Knowles, guest conductor Benjamin Zander and HRO repeated the performance yesterday evening for the big boys and girls--Harvard students and the public.
After the performance, Knowles--who ended his keyboard career at 22 and his singing career at 25--said he was "terrified, of course" to be on stage again.
The hour-long performance began with selections by Mozart, Beethoven and Stravinsky to illustrate music's ability to convey a wide range of emotions.
Zander, who is music director of the Boston Philharmonic Orchestra and artistic director of a boarding school for young musicians, taught the audience how to remember every detail of the concert.
"Take your thumb and second finger, and press them together at the beginning and the end of the concert. Anytime you want to remember the concert, just put your fingers together," said Zander, the brother-in-law of President Neil L. Rudenstine.
"I remember the very first concert I ever went to. I was five, and I remember everything about it," he said. "They performed 'Peter and the Wolf.'"
The Prokofiev was the highlight for the youngsters in the audience.
"It was interesting and good," said Walter Cuttingham, age 10.
Knowles read the parts of the bird, the duck and--of course--the grandfather with relish.
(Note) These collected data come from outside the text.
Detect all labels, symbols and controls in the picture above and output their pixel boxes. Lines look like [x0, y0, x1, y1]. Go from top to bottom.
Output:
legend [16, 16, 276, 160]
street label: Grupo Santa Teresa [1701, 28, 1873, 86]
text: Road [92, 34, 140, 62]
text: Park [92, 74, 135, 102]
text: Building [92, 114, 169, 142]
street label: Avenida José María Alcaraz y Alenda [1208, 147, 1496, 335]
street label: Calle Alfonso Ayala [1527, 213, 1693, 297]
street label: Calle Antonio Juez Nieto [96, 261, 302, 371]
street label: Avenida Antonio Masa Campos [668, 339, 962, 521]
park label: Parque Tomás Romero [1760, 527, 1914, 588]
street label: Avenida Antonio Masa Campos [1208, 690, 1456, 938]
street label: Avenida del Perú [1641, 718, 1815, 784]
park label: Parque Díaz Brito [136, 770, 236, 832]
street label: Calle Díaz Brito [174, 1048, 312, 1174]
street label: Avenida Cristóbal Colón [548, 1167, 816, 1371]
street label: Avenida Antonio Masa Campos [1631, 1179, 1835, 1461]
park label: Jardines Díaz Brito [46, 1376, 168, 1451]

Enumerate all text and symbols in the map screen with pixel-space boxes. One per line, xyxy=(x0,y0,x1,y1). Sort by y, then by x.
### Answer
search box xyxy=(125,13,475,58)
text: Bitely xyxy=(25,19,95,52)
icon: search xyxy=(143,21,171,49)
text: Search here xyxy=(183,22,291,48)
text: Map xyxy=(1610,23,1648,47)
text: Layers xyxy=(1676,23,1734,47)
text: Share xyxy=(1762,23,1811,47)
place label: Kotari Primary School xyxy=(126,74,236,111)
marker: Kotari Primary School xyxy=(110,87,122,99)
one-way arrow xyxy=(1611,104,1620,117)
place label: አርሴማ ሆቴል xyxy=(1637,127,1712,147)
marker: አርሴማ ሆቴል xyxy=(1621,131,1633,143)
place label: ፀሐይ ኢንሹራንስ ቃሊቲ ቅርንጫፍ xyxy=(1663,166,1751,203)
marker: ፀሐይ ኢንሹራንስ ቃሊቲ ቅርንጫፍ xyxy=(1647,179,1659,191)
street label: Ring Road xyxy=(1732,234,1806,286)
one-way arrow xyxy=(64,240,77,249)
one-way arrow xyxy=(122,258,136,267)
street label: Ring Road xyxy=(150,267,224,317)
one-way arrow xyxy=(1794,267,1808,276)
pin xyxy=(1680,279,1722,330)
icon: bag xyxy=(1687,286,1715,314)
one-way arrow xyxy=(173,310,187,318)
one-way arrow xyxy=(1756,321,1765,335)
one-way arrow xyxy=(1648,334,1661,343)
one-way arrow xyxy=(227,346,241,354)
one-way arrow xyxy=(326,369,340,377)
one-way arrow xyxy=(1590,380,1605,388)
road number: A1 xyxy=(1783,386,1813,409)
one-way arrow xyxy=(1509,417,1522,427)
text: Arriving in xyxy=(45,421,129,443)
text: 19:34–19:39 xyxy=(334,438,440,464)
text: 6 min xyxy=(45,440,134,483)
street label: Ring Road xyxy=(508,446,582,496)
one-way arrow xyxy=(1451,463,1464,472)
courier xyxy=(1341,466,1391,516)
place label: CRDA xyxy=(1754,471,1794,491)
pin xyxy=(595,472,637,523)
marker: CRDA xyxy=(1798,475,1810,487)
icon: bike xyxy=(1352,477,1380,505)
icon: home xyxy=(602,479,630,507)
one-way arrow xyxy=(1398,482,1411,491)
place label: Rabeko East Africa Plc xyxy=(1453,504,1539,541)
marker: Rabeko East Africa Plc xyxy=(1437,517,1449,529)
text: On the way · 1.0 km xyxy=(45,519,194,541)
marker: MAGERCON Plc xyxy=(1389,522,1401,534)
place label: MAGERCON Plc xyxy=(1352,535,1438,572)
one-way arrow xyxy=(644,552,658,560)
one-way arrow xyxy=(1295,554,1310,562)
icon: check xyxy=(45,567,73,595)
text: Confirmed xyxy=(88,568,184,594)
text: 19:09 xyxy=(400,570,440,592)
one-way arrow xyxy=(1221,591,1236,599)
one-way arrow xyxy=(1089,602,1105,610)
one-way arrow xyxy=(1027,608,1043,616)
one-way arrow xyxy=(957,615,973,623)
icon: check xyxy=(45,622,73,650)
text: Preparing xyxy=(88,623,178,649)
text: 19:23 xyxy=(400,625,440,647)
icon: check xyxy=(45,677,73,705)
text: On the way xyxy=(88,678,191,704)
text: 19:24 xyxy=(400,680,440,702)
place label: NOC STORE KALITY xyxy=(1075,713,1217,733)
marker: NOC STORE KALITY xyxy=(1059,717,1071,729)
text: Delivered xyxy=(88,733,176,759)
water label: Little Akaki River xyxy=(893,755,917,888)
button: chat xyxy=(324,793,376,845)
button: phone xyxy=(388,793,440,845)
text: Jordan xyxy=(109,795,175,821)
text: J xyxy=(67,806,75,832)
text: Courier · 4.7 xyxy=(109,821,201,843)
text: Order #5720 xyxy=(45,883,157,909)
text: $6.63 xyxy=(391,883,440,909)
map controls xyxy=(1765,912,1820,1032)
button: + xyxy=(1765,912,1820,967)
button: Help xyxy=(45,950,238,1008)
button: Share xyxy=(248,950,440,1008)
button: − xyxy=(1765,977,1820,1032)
His voice shook with fear and apprehension as the wolf chased the animals. The dean shivered when the duck jumped in the pond, and he gulped when the wolf swallowed the duck...alive.
Yesterday's performance marked the beginning of Knowles' reappearance on the stage. The dean is scheduled to sing with Overseer and Arts First Director John Lithgow '67 in Hollywood later this spring.